[What you have to do]: Copy the result of filtering the entries below for lines that include the string "built".

[Data for this exercise]:
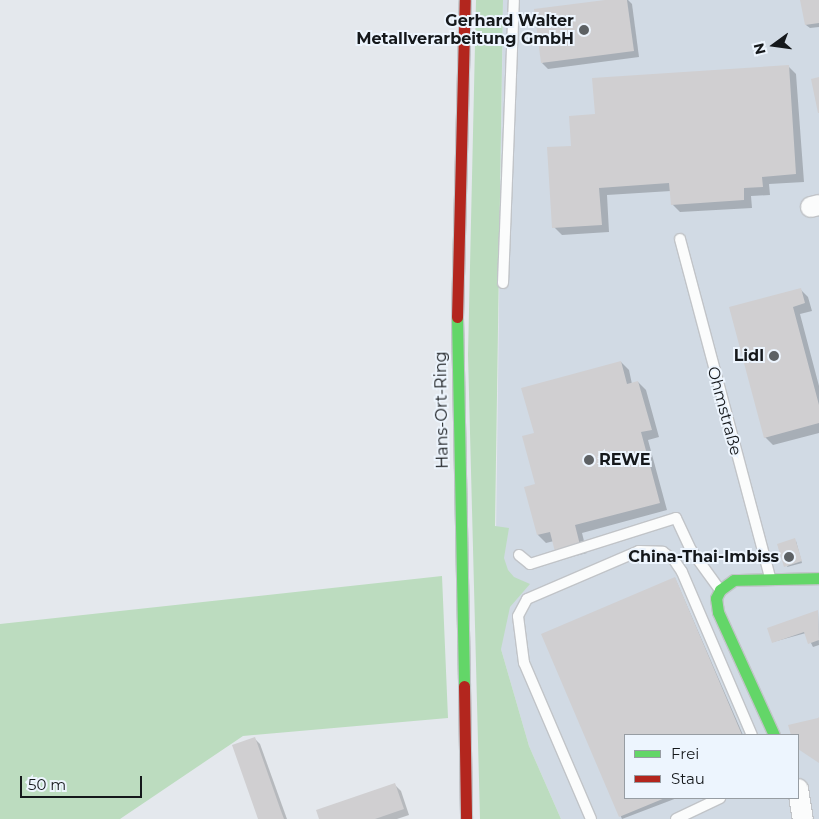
<!DOCTYPE html>
<meta charset="utf-8">
<style>
body{margin:0}
#map{position:relative;width:819px;height:819px;overflow:hidden;background:#e4e8ed;font-family:Montserrat,sans-serif}
div>[style]{position:absolute}
.built>*{inset:0;background:#d1dae4}
.green>*{inset:0;background:#bcdcbf}
.shadow>*{inset:0;background:#0003}
.building>*{inset:0;background:#d0cfd1}
.roads{filter:drop-shadow(1px 0 #c1c4c8) drop-shadow(-1px 0 #c1c4c8) drop-shadow(0 1px #c1c4c8) drop-shadow(0 -1px #c1c4c8)}
.lane>*{height:10px;margin:-5px;padding:0 5px;transform-origin:5px;border-radius:5px;background:#fbfcfc}
.street>*{height:20px;margin:-10px;padding:0 10px;transform-origin:10px;border-radius:10px;background:#fbfcfc}
.fast>*{height:11px;margin:-5.5px;padding:0 5.5px;transform-origin:5.5px;border-radius:5.5px;background:#63d668}
.jam>*{height:11px;margin:-5.5px;padding:0 5.5px;transform-origin:5.5px;border-radius:5.5px;background:#b3261e}
.dots>*{width:14px;height:14px;translate:-50% -50%;box-sizing:border-box;border:2px solid #edf5fe;border-radius:50%}
span{translate:-50% -50%;white-space:nowrap;text-align:center;line-height:1.15;-webkit-text-stroke:4px #edf5fe;paint-order:stroke}
.poi-label{font-size:16px;color:#15181b;font-weight:700}
.right{translate:-100% -50%;text-align:right}
.left{translate:0 -50%;text-align:left}
.street-label{font-size:16px;color:#15181b}
.legend{position:absolute;left:624px;top:734px;width:175px;height:65px;box-sizing:border-box;background:#edf5fe;border:1px solid #979da3;margin:0;padding:6px 9px;list-style:none;font-size:15px;color:#15181b}
.legend li{display:flex;align-items:center;gap:10px;height:25px}
.legend b{width:25px;border:1px solid #979da3}
.north{position:absolute;left:749px;top:20px;width:50px;height:50px;-webkit-text-stroke:4px #edf5fe;paint-order:stroke;rotate:256deg;font-size:14px;font-weight:700;line-height:20px;text-align:center;color:#15181b}
.north::after{content:'';display:block;margin:auto;width:18px;height:22px;background:#15181b;clip-path:polygon(50% 0,100% 100%,50% 72%,0 100%)}
.scale{position:absolute;left:20px;top:776px;width:122px;height:22px;box-sizing:border-box;border:2px solid #15181b;border-top:0;padding-left:6px;font-size:15px;line-height:18px;white-space:nowrap;color:#15181b;-webkit-text-stroke:4px #edf5fe;paint-order:stroke}
</style>
<div id="map">
<div class="built">
<i style="clip-path:polygon(evenodd,503px 0,819px 0,819px 819px,561px 819px,529px 746px,501px 649px,495px 613px,503px 0,625px 735px,798px 735px,798px 798px,625px 798px,625px 735px)"></i>
</div>
<div class="green">
<i style="clip-path:polygon(476px 0,503px 0,495px 526px,509px 528px,504px 558px,508px 570px,514px 577px,530px 584px,510px 607px,501px 649px,529px 746px,561px 819px,480px 819px,468px 355px)"></i>
<i style="clip-path:polygon(442px 576px,448px 718px,243px 736px,120px 819px,0 819px,0 624px)"></i>
</div>
<div class="shadow">
<i style="clip-path:polygon(615px 0,628px 0,632px 4px,639px 57px,548px 69px,542px 63px)"></i>
<i style="clip-path:polygon(802px 0,819px 0,819px 27px,810px 28px,806px 25px)"></i>
<i style="clip-path:polygon(788px 66px,796px 74px,804px 182px,769px 184px,770px 195px,751px 196px,752px 208px,680px 212px,672px 204px,671px 191px,607px 195px,609px 232px,562px 235px,554px 227px,572px 147px,596px 116px)"></i>
<i style="clip-path:polygon(800px 289px,808px 297px,812px 311px,800px 314px,819px 386px,819px 433px,773px 445px,765px 437px,730px 308px)"></i>
<i style="clip-path:polygon(621px 362px,629px 370px,632px 384px,638px 382px,646px 390px,659px 437px,648px 440px,667px 510px,582px 533px,587px 553px,564px 559px,556px 551px,554px 541px,546px 543px,538px 535px,535px 434px)"></i>
<i style="clip-path:polygon(796px 541px,802px 563px,787px 567px)"></i>
<i style="clip-path:polygon(675px 578px,743px 735px,625px 735px,625px 798px,677px 798px,622px 819px,543px 635px)"></i>
<i style="clip-path:polygon(818px 611px,819px 645px,813px 647px,806px 633px,773px 642px)"></i>
<i style="clip-path:polygon(255px 739px,260px 744px,287px 819px,260px 819px)"></i>
<i style="clip-path:polygon(395px 785px,401px 791px,409px 815px,397px 819px,320px 819px)"></i>
</div>
<div class="building">
<i style="clip-path:polygon(605px 0,627px 0,634px 51px,541px 63px,534px 9px)"></i>
<i style="clip-path:polygon(800px 0,819px 0,819px 23px,805px 25px)"></i>
<i style="clip-path:polygon(789px 65px,796px 174px,762px 177px,763px 187px,744px 188px,744px 200px,671px 205px,669px 183px,599px 188px,602px 225px,552px 228px,547px 147px,571px 146px,569px 116px,595px 114px,592px 78px)"></i>
<i style="clip-path:polygon(819px 77px,819px 113px,818px 113px,811px 79px)"></i>
<i style="clip-path:polygon(801px 288px,805px 303px,793px 307px,819px 405px,819px 423px,764px 438px,729px 307px)"></i>
<i style="clip-path:polygon(621px 361px,627px 384px,638px 381px,652px 430px,641px 432px,660px 503px,575px 525px,580px 545px,555px 552px,550px 532px,537px 535px,524px 487px,535px 484px,522px 436px,534px 433px,521px 388px)"></i>
<i style="clip-path:polygon(795px 538px,802px 561px,784px 567px,777px 544px)"></i>
<i style="clip-path:polygon(675px 577px,742px 735px,625px 735px,625px 798px,665px 798px,619px 817px,541px 634px)"></i>
<i style="clip-path:polygon(818px 610px,819px 640px,808px 644px,804px 632px,772px 643px,767px 628px)"></i>
<i style="clip-path:polygon(818px 718px,819px 717px,819px 763px,798px 749px,798px 735px,791px 735px,788px 725px)"></i>
<i style="clip-path:polygon(255px 737px,281px 811px,284px 819px,258px 819px,232px 745px)"></i>
<i style="clip-path:polygon(395px 783px,404px 809px,375px 819px,319px 819px,316px 810px)"></i>
</div>
<div class="roads">
<div class="lane">
<i style="left:680px;top:239px;width:351px;rotate:75.1deg"></i>
<i style="left:503px;top:283px;width:283px;rotate:-87.8deg"></i>
<i style="left:519px;top:555px;width:14px;rotate:39deg"></i>
<i style="left:530px;top:564px;width:153px;rotate:-17.5deg"></i>
<i style="left:676px;top:518px;width:35px;rotate:65deg"></i>
<i style="left:691px;top:550px;width:49px;rotate:54.1deg"></i>
<i style="left:591px;top:819px;width:170px;rotate:-113.2deg"></i>
<i style="left:524px;top:663px;width:47px;rotate:-97.3deg"></i>
<i style="left:518px;top:616px;width:19px;rotate:-62deg"></i>
<i style="left:527px;top:599px;width:122px;rotate:-23.2deg"></i>
<i style="left:639px;top:551px;width:24px;rotate:2deg"></i>
<i style="left:663px;top:552px;width:14px;rotate:36deg"></i>
<i style="left:674px;top:560px;width:14px;rotate:56deg"></i>
<i style="left:682px;top:572px;width:177px;rotate:66.8deg"></i>
<i style="left:676px;top:819px;width:49px;rotate:-25.5deg"></i>
</div>
<div class="street">
<i style="left:811px;top:207px;width:8px;rotate:-14deg"></i>
<i style="left:798px;top:789px;width:30px;rotate:81deg"></i>
</div>
<div class="fast">
<i style="left:457px;top:317px;width:369px;rotate:88.9deg"></i>
<i style="left:774px;top:735px;width:135px;rotate:-114.5deg"></i>
<i style="left:718px;top:612px;width:14px;rotate:-98deg"></i>
<i style="left:716px;top:598px;width:9px;rotate:-63deg"></i>
<i style="left:720px;top:590px;width:17px;rotate:-36deg"></i>
<i style="left:734px;top:580px;width:85px;rotate:-1.3deg"></i>
</div>
<div class="jam">
<i style="left:457px;top:317px;width:317px;rotate:-88.6deg"></i>
<i style="left:464px;top:686px;width:133px;rotate:89.1deg"></i>
</div>
</div>
<div class="dots">
<i style="left:584px;top:30px;background:#5d6164"></i>
<i style="left:774px;top:356px;background:#5d6164"></i>
<i style="left:589px;top:460px;background:#5d6164"></i>
<i style="left:789px;top:557px;background:#5d6164"></i>
</div>
<div class="poi-label">
<span class="right" style="left:574px;top:30px">Gerhard Walter<br>Metallverarbeitung GmbH</span>
<span class="right" style="left:764px;top:356px">Lidl</span>
<span class="left" style="left:599px;top:460px">REWE</span>
<span class="right" style="left:779px;top:557px">China-Thai-Imbiss</span>
</div>
<div class="street-label">
<span style="left:442px;top:410px;rotate:-91deg">Hans-Ort-Ring</span>
<span style="left:724px;top:411px;rotate:75deg">Ohmstraße</span>
</div>
<ul class="legend">
<li><b style="height:6px;background:#63d668"></b>Frei</li>
<li><b style="height:6px;background:#b3261e"></b>Stau</li>
</ul>
<div class="north">N</div>
<div class="scale">50 m</div>
</div>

[Expected output]:
.built>*{inset:0;background:#d1dae4}
<div class="built">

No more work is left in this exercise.